▶ _THE DATA_

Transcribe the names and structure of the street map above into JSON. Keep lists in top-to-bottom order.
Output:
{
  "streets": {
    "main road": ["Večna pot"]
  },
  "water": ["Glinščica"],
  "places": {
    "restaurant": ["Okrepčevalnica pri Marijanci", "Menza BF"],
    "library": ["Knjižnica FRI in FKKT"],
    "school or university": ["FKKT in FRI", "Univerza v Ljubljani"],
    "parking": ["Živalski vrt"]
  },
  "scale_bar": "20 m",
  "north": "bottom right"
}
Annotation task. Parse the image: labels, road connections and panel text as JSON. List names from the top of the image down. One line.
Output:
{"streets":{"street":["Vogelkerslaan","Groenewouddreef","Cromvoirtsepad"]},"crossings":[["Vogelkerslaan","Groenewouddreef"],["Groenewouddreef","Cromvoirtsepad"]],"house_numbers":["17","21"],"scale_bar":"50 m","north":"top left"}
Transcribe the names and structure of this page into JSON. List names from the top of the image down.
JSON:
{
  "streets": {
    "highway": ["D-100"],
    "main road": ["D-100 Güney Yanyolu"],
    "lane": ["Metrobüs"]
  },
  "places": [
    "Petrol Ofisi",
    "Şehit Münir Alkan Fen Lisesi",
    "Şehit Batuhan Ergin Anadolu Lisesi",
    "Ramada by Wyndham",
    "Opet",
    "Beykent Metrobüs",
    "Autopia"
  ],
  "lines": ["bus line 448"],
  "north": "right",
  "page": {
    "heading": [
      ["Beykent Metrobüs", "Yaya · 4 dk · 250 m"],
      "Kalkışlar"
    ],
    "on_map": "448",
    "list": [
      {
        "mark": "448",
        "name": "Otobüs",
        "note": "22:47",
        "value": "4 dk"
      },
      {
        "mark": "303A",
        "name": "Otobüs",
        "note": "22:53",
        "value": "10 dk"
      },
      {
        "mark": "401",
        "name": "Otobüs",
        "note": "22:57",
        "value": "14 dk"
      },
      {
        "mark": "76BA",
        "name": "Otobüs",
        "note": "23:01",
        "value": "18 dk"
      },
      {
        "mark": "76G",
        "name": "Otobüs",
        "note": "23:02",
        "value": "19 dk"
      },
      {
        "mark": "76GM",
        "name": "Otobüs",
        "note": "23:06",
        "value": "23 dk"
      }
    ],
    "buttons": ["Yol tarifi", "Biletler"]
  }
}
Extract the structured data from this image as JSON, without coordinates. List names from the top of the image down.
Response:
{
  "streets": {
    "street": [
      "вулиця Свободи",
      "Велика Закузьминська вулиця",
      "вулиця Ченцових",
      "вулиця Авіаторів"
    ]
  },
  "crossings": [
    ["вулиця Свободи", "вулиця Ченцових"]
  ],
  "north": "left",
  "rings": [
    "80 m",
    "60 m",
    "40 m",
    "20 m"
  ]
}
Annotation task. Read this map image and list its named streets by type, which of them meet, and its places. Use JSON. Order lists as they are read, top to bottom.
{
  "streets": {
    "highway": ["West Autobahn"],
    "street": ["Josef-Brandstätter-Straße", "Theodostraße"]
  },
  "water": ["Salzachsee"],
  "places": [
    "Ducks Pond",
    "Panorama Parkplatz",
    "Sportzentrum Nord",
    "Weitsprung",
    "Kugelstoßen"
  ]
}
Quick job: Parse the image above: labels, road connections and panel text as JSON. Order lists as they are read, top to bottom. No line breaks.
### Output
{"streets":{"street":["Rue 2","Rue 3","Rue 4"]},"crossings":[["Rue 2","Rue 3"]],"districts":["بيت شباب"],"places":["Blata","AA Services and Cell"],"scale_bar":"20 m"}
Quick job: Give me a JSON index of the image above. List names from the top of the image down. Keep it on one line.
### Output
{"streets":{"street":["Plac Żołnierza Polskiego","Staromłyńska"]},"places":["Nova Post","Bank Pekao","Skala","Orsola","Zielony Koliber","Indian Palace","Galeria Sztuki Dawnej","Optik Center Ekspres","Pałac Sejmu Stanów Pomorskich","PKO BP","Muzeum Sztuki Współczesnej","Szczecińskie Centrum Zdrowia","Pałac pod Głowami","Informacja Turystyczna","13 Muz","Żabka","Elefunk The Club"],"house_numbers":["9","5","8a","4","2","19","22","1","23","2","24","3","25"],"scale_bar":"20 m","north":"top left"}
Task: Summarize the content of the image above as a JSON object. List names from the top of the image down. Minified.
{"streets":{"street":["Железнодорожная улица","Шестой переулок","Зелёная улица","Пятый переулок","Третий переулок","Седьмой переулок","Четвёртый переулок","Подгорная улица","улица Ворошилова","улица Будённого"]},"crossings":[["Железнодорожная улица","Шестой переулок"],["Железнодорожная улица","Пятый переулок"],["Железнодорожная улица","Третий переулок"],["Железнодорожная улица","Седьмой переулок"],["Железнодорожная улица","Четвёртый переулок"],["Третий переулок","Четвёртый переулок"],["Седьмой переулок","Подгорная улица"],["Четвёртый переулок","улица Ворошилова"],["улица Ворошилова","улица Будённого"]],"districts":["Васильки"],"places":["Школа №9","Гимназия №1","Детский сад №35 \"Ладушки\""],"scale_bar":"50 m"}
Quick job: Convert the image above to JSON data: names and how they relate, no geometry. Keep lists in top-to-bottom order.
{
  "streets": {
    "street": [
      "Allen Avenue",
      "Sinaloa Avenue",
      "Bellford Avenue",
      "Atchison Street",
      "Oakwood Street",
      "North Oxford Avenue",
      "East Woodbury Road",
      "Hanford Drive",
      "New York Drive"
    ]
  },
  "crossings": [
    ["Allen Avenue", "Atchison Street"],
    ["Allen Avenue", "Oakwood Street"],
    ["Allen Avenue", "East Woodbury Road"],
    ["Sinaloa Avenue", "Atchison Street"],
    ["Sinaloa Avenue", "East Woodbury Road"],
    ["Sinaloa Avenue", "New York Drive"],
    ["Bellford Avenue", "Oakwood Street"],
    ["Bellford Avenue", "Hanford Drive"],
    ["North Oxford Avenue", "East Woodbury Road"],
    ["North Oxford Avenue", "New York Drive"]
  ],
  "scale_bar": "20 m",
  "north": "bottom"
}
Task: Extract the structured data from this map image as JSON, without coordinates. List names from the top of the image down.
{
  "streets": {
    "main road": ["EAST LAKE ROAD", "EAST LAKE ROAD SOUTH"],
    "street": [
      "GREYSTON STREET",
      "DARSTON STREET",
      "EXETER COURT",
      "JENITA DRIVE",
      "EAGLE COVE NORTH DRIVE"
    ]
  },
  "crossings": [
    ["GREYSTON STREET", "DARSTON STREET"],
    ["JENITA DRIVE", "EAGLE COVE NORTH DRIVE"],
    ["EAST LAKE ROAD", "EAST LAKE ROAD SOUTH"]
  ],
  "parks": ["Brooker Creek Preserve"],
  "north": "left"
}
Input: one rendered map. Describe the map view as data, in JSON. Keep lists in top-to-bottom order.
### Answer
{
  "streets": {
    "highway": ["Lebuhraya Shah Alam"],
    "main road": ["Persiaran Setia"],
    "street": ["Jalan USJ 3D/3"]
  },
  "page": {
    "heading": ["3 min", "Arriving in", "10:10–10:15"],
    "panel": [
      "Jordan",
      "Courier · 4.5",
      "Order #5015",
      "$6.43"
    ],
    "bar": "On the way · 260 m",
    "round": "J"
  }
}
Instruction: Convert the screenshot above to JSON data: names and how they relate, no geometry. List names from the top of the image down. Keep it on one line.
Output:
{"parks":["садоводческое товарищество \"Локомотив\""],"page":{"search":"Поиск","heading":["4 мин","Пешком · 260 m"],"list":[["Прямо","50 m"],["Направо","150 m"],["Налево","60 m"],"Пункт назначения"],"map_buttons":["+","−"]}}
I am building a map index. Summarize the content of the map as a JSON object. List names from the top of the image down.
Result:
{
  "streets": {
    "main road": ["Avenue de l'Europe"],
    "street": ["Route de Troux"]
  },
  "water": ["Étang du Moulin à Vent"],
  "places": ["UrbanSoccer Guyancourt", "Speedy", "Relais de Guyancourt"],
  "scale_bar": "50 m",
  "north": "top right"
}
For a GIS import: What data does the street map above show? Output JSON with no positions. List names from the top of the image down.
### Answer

▶ _WHAT IS NEEDED_
Reproduce every line from the listing above that holds the word "text".

▶ _RESULT OF THE TASK_
Annotation task. Parse the image: labels, road connections and panel text as JSON. List names from the top of the image down. One line.
Quick job: Parse the image above: labels, road connections and panel text as JSON. Order lists as they are read, top to bottom. No line breaks.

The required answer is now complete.